Now, scientists at MIT have developed a way to track movement through walls
using Wi-Fi signals.
The idea is pretty simple: take two transmitters and
one receiver. Each transmitter sends out a signal that is precisely 180 degrees
out of phase with the other, so the two cancel each other out, and the
receiving antenna “hears” nothing.
But put any moving object in the area, and it reflects
the signals. The signals don’t cancel out, and where once there was no radio
“noise” at all, now radio energy is emanating off the moving object or person.

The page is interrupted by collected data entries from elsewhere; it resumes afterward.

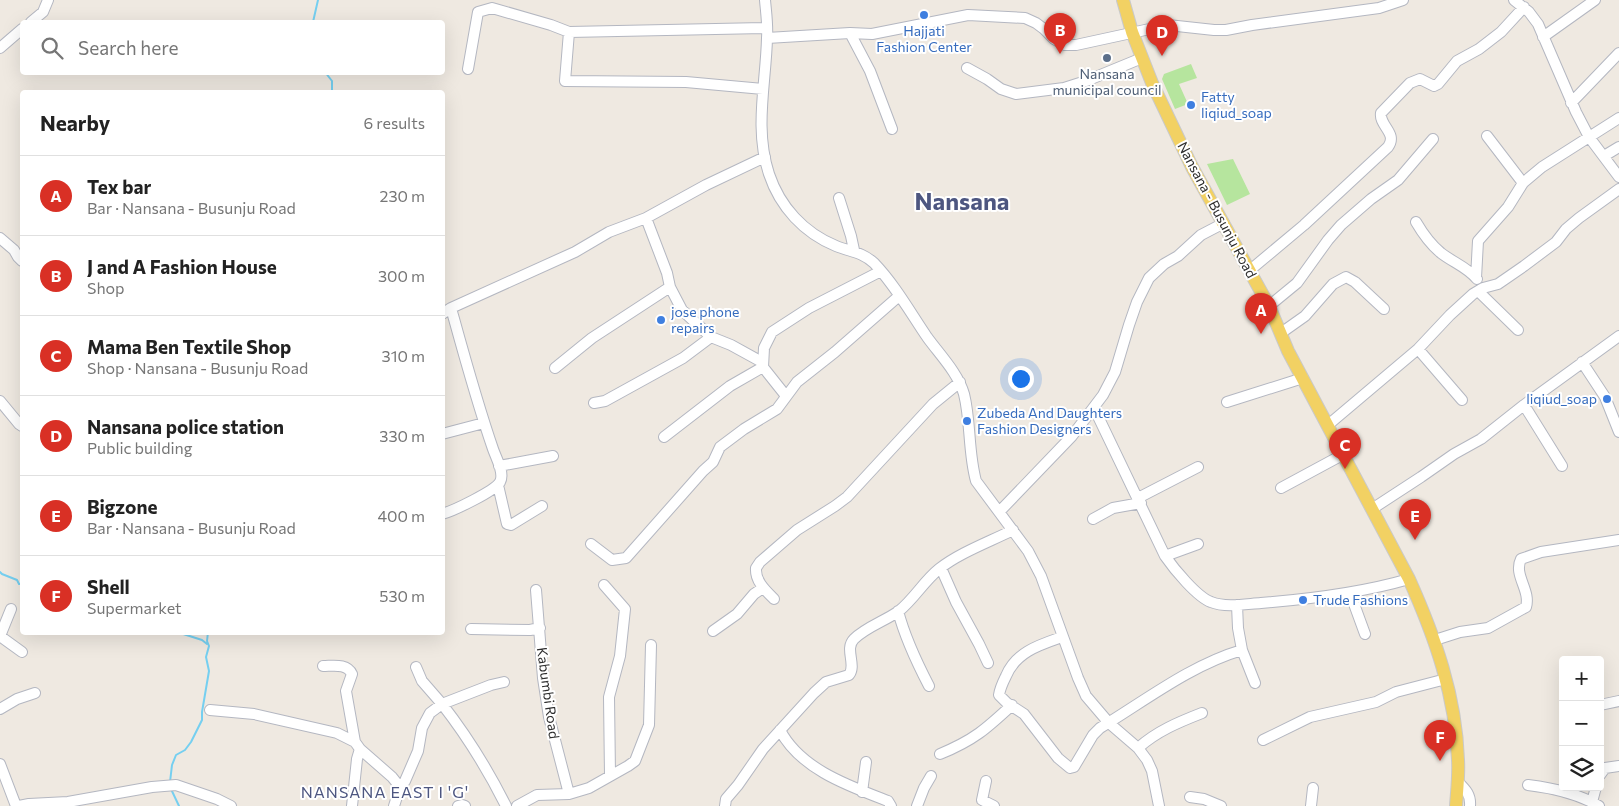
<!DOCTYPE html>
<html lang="en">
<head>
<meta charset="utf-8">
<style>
  :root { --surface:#fff; --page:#f6f6f6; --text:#222; --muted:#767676; --line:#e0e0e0; --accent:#d93025 }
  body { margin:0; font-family:Commissioner,sans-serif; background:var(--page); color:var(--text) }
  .controls { position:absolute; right:15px; bottom:15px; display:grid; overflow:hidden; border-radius:5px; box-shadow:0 5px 20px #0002 }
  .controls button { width:45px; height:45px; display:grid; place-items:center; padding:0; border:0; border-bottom:1px solid var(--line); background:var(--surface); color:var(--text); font:25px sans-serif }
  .you { position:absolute; left:1020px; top:378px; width:18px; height:18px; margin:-12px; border:4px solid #fff; border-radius:50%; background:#1a73e8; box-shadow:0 0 0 8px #1a73e833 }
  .badge { display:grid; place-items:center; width:32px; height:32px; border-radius:50%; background:var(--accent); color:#fff; font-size:16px; font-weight:700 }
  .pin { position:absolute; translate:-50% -41px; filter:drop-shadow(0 1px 2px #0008) }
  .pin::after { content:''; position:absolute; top:26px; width:18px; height:15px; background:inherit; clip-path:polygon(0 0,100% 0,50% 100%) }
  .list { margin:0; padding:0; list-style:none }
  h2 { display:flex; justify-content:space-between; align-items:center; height:65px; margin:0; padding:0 20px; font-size:21px }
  h2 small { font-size:16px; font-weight:400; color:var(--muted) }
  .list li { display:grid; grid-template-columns:32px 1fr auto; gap:15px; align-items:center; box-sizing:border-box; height:80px; padding:0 20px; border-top:1px solid var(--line) }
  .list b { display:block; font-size:19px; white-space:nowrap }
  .list p { margin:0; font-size:16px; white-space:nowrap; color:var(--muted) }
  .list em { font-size:16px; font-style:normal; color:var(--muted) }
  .icon { flex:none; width:28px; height:28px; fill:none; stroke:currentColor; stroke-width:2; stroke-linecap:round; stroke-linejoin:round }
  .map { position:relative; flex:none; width:1619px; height:806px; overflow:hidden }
  .search { position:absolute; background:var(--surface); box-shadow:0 5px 20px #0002; left:20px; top:20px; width:425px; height:55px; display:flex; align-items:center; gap:12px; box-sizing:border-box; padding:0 18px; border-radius:5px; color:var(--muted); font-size:19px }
  .panel { position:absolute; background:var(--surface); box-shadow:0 5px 20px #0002; left:20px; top:90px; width:425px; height:545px; border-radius:5px }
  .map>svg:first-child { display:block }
  .green { fill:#b6e59e }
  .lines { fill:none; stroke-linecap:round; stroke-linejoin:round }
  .stream { stroke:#75cff0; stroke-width:2 }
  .minor-casing { stroke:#b4b7c1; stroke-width:12 }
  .major-casing { stroke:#c9c9c9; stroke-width:14 }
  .minor { stroke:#fff; stroke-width:10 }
  .major { stroke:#f2d163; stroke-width:12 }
  .shop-dot { fill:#3f7fe0; stroke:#fff; stroke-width:2 }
  .service-dot { fill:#5c6f8a; stroke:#fff; stroke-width:2 }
  .labels { text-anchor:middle; stroke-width:4; stroke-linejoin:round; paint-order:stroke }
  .shop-label { font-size:14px; fill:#366cbe; stroke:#fff; text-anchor:start }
  .service-label { font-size:14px; fill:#4e5e75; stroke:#fff }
  .street-label { font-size:14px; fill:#2e2e2e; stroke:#fff }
  .quarter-label { font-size:16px; letter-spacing:1px; fill:#4d5680; stroke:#fff }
  .town-label { font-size:24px; font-weight:bold; fill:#4d5680; stroke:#fff }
</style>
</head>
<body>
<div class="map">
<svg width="1619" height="806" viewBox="0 0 1619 806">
  <rect width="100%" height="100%" fill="#efe9e1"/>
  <path class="green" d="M1191,64L1197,78L1179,84L1188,104L1175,109L1162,79L1164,74Z
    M1233,159L1250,194L1227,205L1207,164Z"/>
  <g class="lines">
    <path class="stream" d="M313,22L318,0
      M325,72L332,81V92
      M0,572L2,574L17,580L19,584H22
      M177,632L202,640L207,644
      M170,782L172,765L176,755L185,750L191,742L202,720V712L209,671L206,657L209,646L207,641L208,632
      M171,789L179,806"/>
    <defs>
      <path id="minor" d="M765,0C766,12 768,25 767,38C766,83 754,129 769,174C780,207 804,233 836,246C851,252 862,252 874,263C895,285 910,312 927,337C940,355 958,373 964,394C971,422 968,452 976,481L1028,551L1041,576L1078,678L1086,696L1109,723L1138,748L1147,760L1152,771L1159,806
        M1514,0L1529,12L1538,24L1576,112L1589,137L1619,177
        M31,22L43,12L48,0
        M569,32L565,81L686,82L763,89
        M850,33L870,71L892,129
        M1543,37L1595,0
        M767,38L850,33L872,34L968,15L1025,18L1036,23L1044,29L1054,39L1065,45H1076L1168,25L1214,30H1226L1252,25L1379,8L1403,0
        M0,48L22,29
        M967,68L987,79L1001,89L1016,94L1064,88L1086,81L1142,58
        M468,69L478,12L492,8L551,25L569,32L767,28
        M1571,103L1619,53
        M1487,136L1523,183
        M1604,156L1619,147
        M839,198L851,236L854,250
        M646,218L667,273L670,287L682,310L711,337L731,345L762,362
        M1416,222C1423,234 1430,244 1441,253C1454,263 1467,267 1477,279
        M0,238L14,250L18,257L22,261
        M1249,271L1304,225L1388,147C1398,133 1379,126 1381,113L1410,83L1420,79L1434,86L1438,84L1457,61L1479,49L1501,32L1524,7
        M1476,278L1478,241L1508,207L1523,183L1542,167L1619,118
        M1478,291L1518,330
        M1269,306L1297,283L1328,240L1341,225L1371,199L1398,180L1433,139
        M442,314L451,308L575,252L609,232L646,218L706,185L765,157
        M1281,333L1305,316L1333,284L1346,277L1355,282L1384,309
        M1418,349L1462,400
        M1582,362L1605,397L1619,432
        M555,368L592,338L670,287
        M786,396L763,367L764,348L772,332L809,308L881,271
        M0,401L19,424L22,426
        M1227,402L1303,378
        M594,403L605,401L683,358L711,337
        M1524,405L1562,466
        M1094,408L1165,556C1174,569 1197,597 1211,602C1226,608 1246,604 1261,603C1311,599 1361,593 1409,579
        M1328,425L1418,349L1450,315L1473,294L1483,288L1498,284L1524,266L1556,242L1566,229L1579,218L1619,189
        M442,434L484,423
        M664,437L730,386L763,367
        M499,466L553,456
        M498,485L507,524L511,525L542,506
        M1281,488L1344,454
        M1138,498L1198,467
        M1372,509L1421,477L1454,454L1481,439L1524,405L1619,336
        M1000,511L1072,436L1103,395L1115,372L1129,325L1137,302L1149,278L1164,264L1178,256L1201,235L1224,223
        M442,514C453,511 495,491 500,482C505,473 496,458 493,449C477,403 464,355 451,308
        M1093,519L1113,508L1141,503
        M591,544L612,560L626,558L703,471L713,462L720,447L744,429L777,409L797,382L835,352L899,296
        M1165,556L1198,544
        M941,568L956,602L979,644L988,663
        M604,585L625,609L620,656L609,697L610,775
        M536,590L543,678L549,717L569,794
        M1350,593L1365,634
        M774,599C765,590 755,581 756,568L760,562L797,530L835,506L847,497L933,404L960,382
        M898,611C905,638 916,661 929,686
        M471,629L530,630L540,628
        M713,631L737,614L754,594L763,588
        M0,636L11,609
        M0,636L22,652
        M1062,637C1039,645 1016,652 1006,676C1003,682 1000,688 999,695L1007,703L1024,714L1058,758L1070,768L1074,767L1093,735L1100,728C1146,700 1191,665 1242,650L1238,628L1237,605
        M1435,640L1460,632L1488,628L1526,607C1531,590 1513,575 1521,559L1541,552L1619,540
        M1242,650L1255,683
        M323,666C333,666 347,663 352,674L346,691L355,742
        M416,667L422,681L442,704L491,685L504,682
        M1600,705L1619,701
        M0,709L17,699L35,693
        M210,710L254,714L337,733L355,742L360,749L392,777L400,787
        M780,730C800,769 849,786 888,801L891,806
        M1263,740L1310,717L1376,702L1396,692L1446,679
        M1138,748C1157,731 1179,722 1202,713
        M940,754C974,740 986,729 1012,705
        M0,764L16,806
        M1600,775L1605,768L1619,766
        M986,781L982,800L994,806
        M1457,781C1465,789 1471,794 1470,806
        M1528,785C1553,788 1577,793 1599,806
        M862,792L866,762
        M1190,797L1204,799L1221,806
        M1592,802L1596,787
        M19,806L29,804L68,802L152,787L176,785L217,799L231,806
        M352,806L357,759L360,749
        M394,806L400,787L405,781L418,751L422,728L430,713L442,704C467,736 488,770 506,806
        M458,806L462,805L465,806
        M517,806L537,795L569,794L589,788L628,766L635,761L649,725L651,645
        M725,806L726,799L738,785L763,749L814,693L826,682L849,675C857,665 844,649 854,639C866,627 885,621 899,611C914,599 924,581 939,569C959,553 989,542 1013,530
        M917,806L924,788L931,776
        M1311,806L1313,788"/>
      <path id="major" d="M1123,0L1132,32L1152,83L1192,167L1269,306L1288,351L1409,579C1435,637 1456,696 1458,760C1459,775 1457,791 1456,806"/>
    </defs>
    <use href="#minor" class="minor-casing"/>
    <use href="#major" class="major-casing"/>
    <use href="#minor" class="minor"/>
    <use href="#major" class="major"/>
  </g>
  <g class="shop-dot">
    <circle cx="924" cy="15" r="5"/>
    <circle cx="1191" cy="105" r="5"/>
    <circle cx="661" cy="320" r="5"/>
    <circle cx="1607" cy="399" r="5"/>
    <circle cx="967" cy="421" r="5"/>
    <circle cx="1303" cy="600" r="5"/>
  </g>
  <circle class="service-dot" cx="1107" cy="58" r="5"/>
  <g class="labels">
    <g class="shop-label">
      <text x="924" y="36" text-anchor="middle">Hajjati<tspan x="924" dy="16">Fashion Center</tspan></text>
      <text x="1201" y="102">Fatty<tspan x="1201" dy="16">liqiud_soap</tspan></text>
      <text x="671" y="317">jose phone<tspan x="671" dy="16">repairs</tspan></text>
      <text x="1597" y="404" text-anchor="end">liqiud_soap</text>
      <text x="977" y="418">Zubeda And Daughters<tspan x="977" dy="16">Fashion Designers</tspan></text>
      <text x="1313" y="605">Trude Fashions</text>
    </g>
    <g class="service-label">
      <text x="1107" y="79">Nansana<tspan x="1107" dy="16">municipal council</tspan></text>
    </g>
    <g class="street-label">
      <text transform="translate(1217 210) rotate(62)" y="5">Nansana - Busunju Road</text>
      <text transform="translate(548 693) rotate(82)" y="5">Kabumbi Road</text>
    </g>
    <g class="quarter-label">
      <text x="385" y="798">NANSANA EAST I 'G'</text>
    </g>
    <g class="town-label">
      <text x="962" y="210">Nansana</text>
    </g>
  </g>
</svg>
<div class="controls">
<button>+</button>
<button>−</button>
<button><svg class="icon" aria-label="layers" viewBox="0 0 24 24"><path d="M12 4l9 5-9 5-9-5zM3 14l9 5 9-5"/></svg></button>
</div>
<div class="you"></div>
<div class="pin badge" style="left:1261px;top:334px">A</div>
<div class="pin badge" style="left:1060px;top:54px">B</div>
<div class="pin badge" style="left:1345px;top:469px">C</div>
<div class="pin badge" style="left:1162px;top:56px">D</div>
<div class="pin badge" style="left:1415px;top:540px">E</div>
<div class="pin badge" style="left:1440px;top:761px">F</div>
<div class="search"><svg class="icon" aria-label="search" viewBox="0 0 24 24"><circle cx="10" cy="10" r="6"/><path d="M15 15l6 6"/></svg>Search here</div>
<section class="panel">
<h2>Nearby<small>6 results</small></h2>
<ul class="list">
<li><span class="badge">A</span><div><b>Tex bar</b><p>Bar · Nansana - Busunju Road</p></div><em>230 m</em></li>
<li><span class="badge">B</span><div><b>J and A Fashion House</b><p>Shop</p></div><em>300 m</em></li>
<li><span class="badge">C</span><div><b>Mama Ben Textile Shop</b><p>Shop · Nansana - Busunju Road</p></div><em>310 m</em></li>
<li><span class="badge">D</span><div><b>Nansana police station</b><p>Public building</p></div><em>330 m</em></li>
<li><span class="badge">E</span><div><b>Bigzone</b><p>Bar · Nansana - Busunju Road</p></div><em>400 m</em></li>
<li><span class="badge">F</span><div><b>Shell</b><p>Supermarket</p></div><em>530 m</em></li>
</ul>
</section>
</div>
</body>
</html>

A still object also reflects radio waves, but the time it takes for a wave to
bounce back to the receiver stays the same, and the reflections will still
cancel out.
The invention — which Dina Katabi, an electrical
engineering professor, and her graduate student Fadel Adib are developing — is
called Wi-Vi. The two will present it at the Sigcomm conference in Hong Kong
this August.
There are several uses for this technology. A small
handheld detector could find people buried under tons of rubble, showing rescue
workers where to look, or police could use it to see if there is someone inside
a room.
Wi-Vi differs from traditional X-ray or terahertz wave
systems. In that case a beam of radio waves is sent to an object that reflects
them back. This kind of detection is just like what your eyes do – seeing
reflected light. (Radio waves just happen to be in a different part of the
spectrum).
The advantage here is that this works with radio
frequencies that penetrate walls relatively easily, at least for short
distances. The wavelengths are also short, so the antenna doesn’t need to be
very large. It also needs just one receiving antenna, so it can be fit onto a
hand-held device.
And the reason it uses Wi-Fi type signals is that they
aren’t reserved for the military, and are open to use by any device with less
need to get approvals from regulators.